== Task description ==
Word for word and without images, reproduce the listing that follows.

== Data listing ==
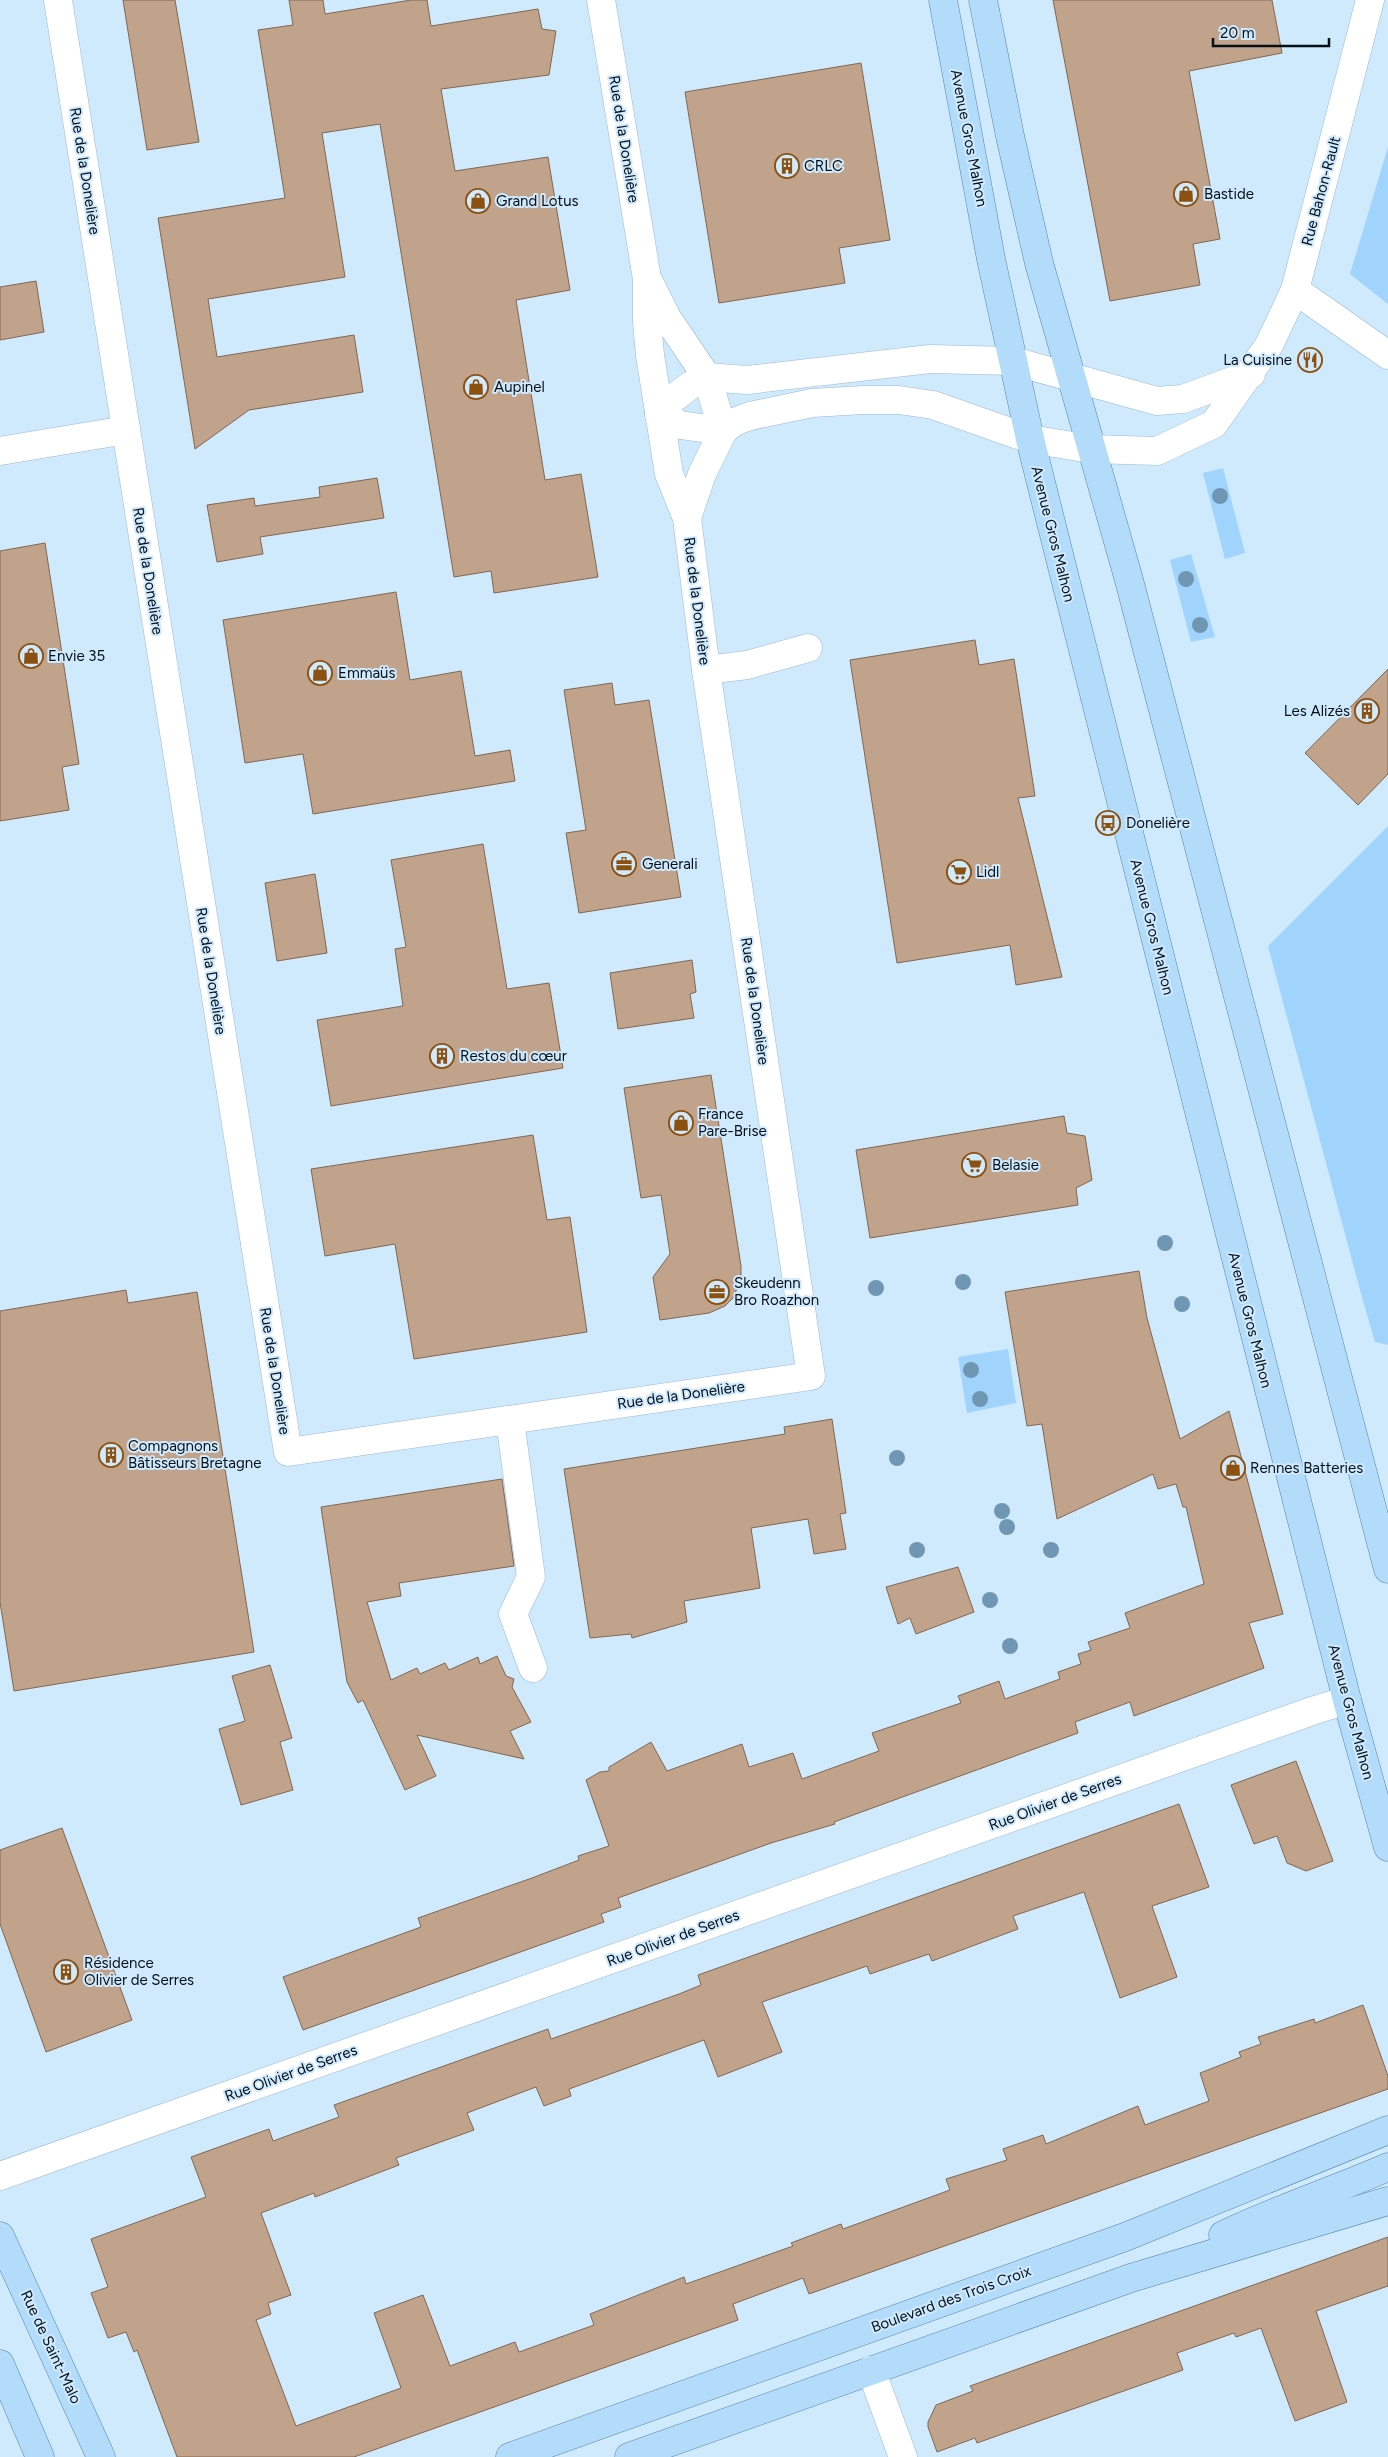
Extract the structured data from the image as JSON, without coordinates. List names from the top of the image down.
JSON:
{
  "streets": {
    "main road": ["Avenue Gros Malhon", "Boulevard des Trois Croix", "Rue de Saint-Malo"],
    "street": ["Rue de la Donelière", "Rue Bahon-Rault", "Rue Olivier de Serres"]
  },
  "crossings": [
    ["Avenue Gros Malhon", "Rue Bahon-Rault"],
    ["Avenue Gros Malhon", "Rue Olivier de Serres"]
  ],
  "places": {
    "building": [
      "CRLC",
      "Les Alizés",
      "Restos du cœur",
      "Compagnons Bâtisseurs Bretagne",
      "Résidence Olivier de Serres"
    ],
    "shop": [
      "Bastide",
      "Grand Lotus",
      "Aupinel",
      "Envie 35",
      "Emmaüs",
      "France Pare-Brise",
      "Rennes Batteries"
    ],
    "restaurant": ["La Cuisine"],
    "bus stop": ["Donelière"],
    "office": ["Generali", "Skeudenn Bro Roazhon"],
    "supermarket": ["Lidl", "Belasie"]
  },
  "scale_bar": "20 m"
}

== Output of the task ==
Extract the structured data from the image as JSON, without coordinates. List names from the top of the image down.
JSON:
{
  "streets": {
    "main road": ["Avenue Gros Malhon", "Boulevard des Trois Croix", "Rue de Saint-Malo"],
    "street": ["Rue de la Donelière", "Rue Bahon-Rault", "Rue Olivier de Serres"]
  },
  "crossings": [
    ["Avenue Gros Malhon", "Rue Bahon-Rault"],
    ["Avenue Gros Malhon", "Rue Olivier de Serres"]
  ],
  "places": {
    "building": [
      "CRLC",
      "Les Alizés",
      "Restos du cœur",
      "Compagnons Bâtisseurs Bretagne",
      "Résidence Olivier de Serres"
    ],
    "shop": [
      "Bastide",
      "Grand Lotus",
      "Aupinel",
      "Envie 35",
      "Emmaüs",
      "France Pare-Brise",
      "Rennes Batteries"
    ],
    "restaurant": ["La Cuisine"],
    "bus stop": ["Donelière"],
    "office": ["Generali", "Skeudenn Bro Roazhon"],
    "supermarket": ["Lidl", "Belasie"]
  },
  "scale_bar": "20 m"
}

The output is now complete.